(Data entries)
+++++

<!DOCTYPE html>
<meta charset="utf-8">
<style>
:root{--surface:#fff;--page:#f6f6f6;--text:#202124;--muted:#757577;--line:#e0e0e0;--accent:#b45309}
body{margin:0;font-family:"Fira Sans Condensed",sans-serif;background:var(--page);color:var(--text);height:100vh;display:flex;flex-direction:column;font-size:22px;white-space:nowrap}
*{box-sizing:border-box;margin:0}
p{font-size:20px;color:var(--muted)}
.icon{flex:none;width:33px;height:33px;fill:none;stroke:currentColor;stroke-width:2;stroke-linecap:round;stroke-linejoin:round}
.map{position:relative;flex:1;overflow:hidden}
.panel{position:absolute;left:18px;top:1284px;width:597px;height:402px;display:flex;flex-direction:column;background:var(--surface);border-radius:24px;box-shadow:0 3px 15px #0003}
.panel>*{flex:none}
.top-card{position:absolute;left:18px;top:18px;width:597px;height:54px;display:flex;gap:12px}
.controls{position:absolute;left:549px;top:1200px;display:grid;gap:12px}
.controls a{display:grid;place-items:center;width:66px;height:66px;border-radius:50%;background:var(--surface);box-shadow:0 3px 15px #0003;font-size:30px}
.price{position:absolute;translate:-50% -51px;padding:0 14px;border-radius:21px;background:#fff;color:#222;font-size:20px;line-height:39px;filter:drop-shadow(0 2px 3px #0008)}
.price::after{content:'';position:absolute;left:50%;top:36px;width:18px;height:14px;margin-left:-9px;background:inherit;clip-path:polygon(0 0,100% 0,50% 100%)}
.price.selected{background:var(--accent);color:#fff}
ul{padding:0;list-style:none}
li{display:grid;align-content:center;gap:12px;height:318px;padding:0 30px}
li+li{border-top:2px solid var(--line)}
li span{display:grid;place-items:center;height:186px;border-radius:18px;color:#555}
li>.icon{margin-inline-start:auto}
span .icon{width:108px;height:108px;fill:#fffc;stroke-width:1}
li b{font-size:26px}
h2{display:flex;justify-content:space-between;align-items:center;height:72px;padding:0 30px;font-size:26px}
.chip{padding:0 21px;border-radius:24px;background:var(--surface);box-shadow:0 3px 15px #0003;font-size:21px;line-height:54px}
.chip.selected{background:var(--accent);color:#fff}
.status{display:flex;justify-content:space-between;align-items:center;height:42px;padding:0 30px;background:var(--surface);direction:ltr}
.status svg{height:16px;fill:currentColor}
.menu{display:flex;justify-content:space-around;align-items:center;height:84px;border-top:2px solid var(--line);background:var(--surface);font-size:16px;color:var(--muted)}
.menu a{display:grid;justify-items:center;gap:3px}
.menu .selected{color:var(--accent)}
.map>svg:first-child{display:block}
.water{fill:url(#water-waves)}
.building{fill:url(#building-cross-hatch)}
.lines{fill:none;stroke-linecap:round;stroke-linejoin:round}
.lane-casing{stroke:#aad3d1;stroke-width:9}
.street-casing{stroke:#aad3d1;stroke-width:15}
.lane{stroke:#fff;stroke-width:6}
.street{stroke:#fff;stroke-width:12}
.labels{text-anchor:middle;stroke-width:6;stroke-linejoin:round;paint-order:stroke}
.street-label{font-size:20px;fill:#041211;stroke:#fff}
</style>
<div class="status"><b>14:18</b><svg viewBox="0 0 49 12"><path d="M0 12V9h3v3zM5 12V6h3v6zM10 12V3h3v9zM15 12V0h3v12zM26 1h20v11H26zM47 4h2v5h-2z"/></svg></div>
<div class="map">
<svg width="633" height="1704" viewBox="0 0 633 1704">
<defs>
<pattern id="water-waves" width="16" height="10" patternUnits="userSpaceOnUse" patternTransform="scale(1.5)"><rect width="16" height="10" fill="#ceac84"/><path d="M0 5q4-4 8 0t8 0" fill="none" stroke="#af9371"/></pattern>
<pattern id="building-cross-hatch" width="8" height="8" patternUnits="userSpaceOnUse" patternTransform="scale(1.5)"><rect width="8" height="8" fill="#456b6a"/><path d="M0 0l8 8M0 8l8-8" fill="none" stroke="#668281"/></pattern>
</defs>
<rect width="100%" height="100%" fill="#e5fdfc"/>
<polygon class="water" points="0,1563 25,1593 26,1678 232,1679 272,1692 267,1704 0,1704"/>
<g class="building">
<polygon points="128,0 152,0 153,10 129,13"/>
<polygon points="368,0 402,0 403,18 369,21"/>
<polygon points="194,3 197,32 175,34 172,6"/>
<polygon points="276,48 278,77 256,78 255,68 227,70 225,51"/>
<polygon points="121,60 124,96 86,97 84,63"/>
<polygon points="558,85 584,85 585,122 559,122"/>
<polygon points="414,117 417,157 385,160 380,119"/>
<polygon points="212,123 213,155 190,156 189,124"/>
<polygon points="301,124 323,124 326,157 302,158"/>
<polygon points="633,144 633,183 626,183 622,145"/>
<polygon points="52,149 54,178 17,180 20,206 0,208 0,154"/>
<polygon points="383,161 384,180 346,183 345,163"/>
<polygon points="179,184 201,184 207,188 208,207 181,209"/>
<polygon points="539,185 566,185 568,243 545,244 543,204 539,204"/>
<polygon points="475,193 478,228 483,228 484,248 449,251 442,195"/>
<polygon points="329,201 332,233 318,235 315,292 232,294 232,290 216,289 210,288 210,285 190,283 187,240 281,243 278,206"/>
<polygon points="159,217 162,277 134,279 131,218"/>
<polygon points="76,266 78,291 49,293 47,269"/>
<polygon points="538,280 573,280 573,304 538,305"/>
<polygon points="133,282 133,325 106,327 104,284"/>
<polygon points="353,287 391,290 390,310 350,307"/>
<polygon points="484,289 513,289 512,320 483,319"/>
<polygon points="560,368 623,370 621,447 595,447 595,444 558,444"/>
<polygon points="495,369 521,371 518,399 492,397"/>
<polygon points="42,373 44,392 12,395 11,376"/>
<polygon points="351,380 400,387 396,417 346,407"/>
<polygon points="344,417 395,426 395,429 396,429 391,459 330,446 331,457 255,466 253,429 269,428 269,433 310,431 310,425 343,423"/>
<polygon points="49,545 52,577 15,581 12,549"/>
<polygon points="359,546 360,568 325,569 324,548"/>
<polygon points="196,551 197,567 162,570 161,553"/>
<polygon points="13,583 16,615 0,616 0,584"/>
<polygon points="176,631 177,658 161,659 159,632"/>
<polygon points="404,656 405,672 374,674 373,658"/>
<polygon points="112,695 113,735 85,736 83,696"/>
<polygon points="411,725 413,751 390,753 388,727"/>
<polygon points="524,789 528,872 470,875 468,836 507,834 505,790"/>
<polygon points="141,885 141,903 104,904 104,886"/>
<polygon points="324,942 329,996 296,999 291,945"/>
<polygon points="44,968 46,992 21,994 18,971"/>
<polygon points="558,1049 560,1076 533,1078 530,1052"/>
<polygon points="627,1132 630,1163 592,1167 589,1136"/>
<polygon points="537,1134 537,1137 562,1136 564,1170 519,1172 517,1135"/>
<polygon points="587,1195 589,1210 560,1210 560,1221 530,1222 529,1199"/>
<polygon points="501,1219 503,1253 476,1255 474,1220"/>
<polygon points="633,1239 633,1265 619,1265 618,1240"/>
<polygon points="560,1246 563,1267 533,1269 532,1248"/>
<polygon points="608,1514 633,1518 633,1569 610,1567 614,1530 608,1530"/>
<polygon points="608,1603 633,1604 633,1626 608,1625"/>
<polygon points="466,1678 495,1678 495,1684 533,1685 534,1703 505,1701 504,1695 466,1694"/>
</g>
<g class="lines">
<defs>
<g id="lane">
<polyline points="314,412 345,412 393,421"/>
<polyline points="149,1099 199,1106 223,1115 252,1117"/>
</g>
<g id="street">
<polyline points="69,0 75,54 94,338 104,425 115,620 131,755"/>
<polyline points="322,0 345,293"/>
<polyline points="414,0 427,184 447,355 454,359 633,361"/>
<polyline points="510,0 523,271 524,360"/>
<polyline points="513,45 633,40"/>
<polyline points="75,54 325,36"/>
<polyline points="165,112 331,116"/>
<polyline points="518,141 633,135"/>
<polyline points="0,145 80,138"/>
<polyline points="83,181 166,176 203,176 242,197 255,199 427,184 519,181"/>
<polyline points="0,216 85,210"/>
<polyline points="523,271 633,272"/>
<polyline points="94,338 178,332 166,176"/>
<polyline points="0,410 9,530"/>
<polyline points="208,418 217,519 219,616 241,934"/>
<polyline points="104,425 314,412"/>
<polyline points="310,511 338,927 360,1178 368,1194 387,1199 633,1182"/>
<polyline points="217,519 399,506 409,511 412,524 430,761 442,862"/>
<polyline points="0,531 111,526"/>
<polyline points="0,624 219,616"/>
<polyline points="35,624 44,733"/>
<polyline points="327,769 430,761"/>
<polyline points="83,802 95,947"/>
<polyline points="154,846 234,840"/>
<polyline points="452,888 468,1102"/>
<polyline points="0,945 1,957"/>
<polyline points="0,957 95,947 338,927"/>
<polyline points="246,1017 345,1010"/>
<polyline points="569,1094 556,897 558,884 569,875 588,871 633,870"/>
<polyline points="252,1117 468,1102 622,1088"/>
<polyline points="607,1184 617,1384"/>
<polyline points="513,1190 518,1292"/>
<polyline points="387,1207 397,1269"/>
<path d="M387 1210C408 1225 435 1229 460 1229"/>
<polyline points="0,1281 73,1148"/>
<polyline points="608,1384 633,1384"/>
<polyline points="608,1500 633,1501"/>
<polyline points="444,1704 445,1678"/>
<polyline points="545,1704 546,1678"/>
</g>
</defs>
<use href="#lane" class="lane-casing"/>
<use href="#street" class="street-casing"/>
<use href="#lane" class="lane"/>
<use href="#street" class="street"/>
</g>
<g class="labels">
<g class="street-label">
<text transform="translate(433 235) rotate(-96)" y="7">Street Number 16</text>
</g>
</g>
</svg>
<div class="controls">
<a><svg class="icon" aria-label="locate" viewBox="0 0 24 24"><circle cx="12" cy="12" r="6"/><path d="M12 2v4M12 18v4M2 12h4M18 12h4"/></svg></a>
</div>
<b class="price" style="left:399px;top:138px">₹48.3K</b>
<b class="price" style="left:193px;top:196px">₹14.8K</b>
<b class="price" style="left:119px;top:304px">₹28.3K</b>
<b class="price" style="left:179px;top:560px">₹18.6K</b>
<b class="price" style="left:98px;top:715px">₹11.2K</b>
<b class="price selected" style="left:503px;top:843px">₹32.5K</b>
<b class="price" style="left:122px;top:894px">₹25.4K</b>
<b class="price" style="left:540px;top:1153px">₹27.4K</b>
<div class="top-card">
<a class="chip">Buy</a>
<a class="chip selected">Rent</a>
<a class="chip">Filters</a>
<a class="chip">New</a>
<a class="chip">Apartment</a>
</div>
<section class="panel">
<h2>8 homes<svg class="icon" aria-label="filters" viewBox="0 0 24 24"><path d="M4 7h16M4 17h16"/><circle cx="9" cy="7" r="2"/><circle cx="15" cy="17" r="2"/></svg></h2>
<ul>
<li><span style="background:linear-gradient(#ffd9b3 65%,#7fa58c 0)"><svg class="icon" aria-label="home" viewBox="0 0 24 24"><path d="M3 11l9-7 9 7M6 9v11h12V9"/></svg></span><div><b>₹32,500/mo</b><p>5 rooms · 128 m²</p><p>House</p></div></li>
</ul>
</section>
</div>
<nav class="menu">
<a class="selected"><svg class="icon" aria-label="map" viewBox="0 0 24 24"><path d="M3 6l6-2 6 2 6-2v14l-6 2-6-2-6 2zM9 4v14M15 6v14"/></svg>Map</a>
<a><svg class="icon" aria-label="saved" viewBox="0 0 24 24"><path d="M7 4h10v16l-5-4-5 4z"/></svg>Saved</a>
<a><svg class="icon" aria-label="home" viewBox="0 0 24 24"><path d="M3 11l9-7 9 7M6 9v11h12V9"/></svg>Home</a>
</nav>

+++++

#### Task brief
Every line of the data above that includes "casing" should be listed.

#### Answer box
.lane-casing{stroke:#aad3d1;stroke-width:9}
.street-casing{stroke:#aad3d1;stroke-width:15}
<use href="#lane" class="lane-casing"/>
<use href="#street" class="street-casing"/>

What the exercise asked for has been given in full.